Python crawler (6) Principles of Scrapy framework, pythonscrapy
Scrapy framework
About Scrapy
Scrapy is an application framework written with pure Python to crawl website data and extract structural data. It is widely used.
With the strength of the Framework, users can easily implement a crawler by customizing and developing several modules to capture webpage content and various images, which is very convenient.
Scrapy uses Twisted['twɪstɪd]
(Its main competitor is Tornado) Asynchronous Network Framework to process network communication can speed up our download speed, without having to implement the asynchronous framework on our own, and contains various middleware interfaces, various requirements can be fulfilled flexibly.
Scrapy Architecture
Scrapy Engine (Engine)
: ResponsibleSpider
,ItemPipeline
,Downloader
,Scheduler
Intermediate communication, signal, data transmission, etc.
Sched)
: It is responsible for acceptingEngine
The requests sent are sorted and arranged in a certain way.Engine
If necessary, return itEngine
.
Downloader)
: DownloadsScrapy Engine (Engine)
Send all Requests and return the obtained ResponsesScrapy Engine (Engine)
,Engine
ToSpider
To process,
Spider)
: It processes all Responses, analyzes and extracts data from them, obtains the data required by the Item field, and submits the URLEngine
, Enter againSched)
,
Item Pipeline (Pipeline)
: It handlesSpider
And perform post-processing (detailed analysis, filtering, storage, etc.
Downloader Middlewares (download middleware)
: You can use it as a component that can customize the extended download function.
Spider Middlewares (Spider middleware)
: You can understand it as a custom extension and operation.Engine
AndSpider
IntermediateCommunication
(For exampleSpider
AndSpider
Requests)
Explain Scrapy operation process in Vernacular
Write the code and run the program...
Steps for creating a Scrapy Crawler
1. Create a project
scrapy startproject mySpider
Scrapy. cfg: project configuration file mySpider/: Python module of the project. The Code mySpider/items will be referenced here. py: the project's target file mySpider/pipelines. py: the project's MPs queue file mySpider/settings. py: Project setting file mySpider/spiders/: stores the crawler code directory
2. Define the target (mySpider/items. py)
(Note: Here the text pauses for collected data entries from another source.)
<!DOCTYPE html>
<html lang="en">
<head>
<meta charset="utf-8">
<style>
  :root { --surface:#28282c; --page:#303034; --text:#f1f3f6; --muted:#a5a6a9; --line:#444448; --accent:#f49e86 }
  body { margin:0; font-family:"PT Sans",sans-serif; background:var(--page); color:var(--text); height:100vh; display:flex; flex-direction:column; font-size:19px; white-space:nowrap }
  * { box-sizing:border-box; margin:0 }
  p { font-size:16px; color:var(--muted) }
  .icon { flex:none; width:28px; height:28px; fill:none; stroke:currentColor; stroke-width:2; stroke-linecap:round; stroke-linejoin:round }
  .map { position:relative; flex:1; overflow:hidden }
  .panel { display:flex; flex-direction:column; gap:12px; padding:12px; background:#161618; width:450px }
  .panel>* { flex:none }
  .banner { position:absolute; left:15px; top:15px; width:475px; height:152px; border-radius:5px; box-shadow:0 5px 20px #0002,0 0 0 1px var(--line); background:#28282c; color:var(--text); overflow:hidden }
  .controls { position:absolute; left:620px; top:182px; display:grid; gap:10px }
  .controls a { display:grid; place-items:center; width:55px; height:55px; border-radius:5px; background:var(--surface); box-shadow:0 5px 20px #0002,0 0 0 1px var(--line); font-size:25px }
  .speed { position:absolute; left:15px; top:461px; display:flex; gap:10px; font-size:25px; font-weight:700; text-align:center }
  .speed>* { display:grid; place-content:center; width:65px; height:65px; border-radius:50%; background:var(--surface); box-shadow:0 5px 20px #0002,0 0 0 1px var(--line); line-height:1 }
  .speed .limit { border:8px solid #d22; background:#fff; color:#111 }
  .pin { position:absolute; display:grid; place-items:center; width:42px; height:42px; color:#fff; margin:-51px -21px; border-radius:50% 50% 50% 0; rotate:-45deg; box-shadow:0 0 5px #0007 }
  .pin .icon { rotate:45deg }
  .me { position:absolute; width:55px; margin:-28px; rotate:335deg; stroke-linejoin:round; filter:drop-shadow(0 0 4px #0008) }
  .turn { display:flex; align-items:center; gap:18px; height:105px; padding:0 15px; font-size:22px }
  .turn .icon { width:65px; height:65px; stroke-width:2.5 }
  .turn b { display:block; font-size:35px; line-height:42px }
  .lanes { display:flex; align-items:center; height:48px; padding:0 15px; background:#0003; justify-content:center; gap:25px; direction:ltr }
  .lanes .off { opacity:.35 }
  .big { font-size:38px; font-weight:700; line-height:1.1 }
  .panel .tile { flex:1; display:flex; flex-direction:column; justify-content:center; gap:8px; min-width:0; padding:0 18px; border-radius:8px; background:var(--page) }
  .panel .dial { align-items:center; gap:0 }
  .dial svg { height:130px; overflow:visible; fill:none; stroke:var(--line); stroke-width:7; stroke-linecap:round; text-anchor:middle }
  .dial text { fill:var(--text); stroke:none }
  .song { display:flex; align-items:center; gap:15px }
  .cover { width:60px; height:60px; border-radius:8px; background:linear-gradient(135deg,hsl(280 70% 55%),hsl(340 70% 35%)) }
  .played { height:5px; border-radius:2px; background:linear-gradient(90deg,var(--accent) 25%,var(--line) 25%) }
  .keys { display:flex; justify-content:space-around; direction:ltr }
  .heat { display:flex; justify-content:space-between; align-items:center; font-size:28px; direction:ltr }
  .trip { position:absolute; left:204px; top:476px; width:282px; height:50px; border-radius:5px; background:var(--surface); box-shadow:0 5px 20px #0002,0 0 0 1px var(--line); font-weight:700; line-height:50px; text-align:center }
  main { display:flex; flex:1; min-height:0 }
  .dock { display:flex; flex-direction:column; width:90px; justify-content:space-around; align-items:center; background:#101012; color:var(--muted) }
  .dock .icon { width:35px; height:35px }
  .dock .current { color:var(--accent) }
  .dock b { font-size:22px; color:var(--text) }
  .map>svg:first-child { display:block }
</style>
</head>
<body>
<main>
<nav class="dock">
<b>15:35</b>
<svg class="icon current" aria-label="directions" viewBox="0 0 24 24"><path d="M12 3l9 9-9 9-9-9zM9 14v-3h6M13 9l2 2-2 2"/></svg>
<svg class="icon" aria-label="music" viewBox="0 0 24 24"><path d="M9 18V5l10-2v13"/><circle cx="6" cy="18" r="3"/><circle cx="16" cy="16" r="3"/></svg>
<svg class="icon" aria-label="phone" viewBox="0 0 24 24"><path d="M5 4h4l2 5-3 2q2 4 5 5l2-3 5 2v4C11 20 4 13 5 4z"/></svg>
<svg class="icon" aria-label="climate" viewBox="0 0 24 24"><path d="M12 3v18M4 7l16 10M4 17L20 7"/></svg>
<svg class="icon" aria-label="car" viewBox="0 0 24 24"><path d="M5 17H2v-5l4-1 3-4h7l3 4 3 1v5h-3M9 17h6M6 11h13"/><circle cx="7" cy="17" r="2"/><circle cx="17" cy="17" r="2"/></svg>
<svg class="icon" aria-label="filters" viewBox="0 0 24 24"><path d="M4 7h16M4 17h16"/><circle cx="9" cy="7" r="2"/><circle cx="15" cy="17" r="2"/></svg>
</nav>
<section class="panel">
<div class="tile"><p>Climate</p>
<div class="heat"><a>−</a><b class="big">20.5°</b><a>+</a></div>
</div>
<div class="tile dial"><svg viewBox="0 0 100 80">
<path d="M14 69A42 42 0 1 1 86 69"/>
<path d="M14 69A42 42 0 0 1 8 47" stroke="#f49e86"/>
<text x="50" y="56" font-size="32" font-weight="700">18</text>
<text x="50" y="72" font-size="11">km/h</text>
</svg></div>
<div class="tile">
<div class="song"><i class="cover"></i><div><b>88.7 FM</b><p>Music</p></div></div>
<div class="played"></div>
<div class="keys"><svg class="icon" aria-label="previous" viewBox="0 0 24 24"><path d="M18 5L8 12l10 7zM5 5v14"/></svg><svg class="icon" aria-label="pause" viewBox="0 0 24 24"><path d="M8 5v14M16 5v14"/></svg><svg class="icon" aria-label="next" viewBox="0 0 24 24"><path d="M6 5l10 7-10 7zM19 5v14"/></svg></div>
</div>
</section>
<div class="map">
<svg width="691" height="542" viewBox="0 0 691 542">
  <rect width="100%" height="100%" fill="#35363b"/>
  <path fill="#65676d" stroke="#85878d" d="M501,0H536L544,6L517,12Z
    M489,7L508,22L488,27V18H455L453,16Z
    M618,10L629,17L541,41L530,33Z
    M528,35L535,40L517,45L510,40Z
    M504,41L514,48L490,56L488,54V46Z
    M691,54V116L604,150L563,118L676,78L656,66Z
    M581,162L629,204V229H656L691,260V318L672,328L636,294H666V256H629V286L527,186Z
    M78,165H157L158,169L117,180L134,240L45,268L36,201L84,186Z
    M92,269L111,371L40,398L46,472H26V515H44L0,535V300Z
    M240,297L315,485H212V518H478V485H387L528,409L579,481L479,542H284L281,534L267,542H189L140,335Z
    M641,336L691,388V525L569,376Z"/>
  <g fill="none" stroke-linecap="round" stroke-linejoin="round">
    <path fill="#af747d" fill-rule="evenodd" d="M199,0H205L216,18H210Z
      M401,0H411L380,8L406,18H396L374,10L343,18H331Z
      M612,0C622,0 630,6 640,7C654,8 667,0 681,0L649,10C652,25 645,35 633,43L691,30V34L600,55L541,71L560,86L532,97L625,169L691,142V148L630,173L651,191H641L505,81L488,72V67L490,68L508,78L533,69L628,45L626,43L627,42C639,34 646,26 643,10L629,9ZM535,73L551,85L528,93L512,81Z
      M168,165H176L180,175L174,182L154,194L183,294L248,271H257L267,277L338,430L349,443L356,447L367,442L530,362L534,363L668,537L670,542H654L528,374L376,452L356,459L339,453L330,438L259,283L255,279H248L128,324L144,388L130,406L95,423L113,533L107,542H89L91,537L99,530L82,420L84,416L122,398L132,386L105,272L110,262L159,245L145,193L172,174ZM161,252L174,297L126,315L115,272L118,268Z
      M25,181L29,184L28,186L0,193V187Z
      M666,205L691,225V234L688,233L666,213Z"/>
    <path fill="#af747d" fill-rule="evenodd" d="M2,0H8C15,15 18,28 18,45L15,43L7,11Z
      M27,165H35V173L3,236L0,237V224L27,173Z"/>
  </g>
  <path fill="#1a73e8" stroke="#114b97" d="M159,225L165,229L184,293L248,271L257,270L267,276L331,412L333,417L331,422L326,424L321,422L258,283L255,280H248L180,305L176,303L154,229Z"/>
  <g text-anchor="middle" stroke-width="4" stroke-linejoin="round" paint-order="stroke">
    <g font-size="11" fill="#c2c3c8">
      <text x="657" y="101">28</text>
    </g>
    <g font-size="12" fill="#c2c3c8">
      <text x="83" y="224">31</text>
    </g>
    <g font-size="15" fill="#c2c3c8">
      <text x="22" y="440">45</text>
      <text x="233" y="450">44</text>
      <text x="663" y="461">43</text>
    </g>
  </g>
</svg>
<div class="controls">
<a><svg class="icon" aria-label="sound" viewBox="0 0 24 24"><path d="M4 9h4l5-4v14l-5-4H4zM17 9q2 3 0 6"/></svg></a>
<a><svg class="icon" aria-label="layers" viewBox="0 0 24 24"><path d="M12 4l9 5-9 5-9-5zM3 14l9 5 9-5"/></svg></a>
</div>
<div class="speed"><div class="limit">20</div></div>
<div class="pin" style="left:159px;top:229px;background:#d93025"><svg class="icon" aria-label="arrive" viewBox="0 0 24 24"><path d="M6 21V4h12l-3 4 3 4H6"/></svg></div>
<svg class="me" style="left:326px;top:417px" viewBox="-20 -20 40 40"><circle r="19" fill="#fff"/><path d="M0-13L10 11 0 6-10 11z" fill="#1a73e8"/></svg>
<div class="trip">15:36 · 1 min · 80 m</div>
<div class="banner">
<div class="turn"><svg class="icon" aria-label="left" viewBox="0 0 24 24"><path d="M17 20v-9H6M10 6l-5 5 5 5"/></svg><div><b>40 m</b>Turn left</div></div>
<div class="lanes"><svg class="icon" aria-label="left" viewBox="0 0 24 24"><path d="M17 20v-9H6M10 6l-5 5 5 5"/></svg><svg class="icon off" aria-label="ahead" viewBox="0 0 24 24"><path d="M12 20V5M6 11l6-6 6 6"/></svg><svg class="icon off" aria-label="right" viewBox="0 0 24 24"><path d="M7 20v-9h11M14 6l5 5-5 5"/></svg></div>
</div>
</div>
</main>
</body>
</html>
What information do you want to crawl? Define the structured data field in the Item to save the crawled data
3. Create a crawler (spiders/xxxxSpider. py)
import scrapyclass ItcastSpider(scrapy.Spider): name = "itcast" allowed_domains = ["itcast.cn"] start_urls = ( 'http://www.itcast.cn/', ) def parse(self, response): pass
name = ""
: The identification name of this crawler must be unique, and different names must be defined for different crawlers.
allow_domains = []
Is the scope of the domain name to be searched, that is, the restricted area of the crawler. It requires that the crawler only crawls the webpage under the domain name, And the nonexistent URL will be ignored.
start_urls = ()
: The URL ancestor/list to be crawled. Crawlers start to capture data from here, so the data downloaded for the first time will start from these urls. Other sub-URLs are generated from these starting URLs.
parse(self, response)
: Resolution method. After each initial URL is downloaded, it is called. When called, it is passed into the Response object returned from each URL as a unique parameter. The main function is as follows:
4. Save data (pipelines. py)
Set the method for saving data in the MPs queue file, which can be saved locally or in a database.
Reminder
When running the scrapy project for the first time
-->"DLL load failed"Error message: You must install the pypiwin32 module.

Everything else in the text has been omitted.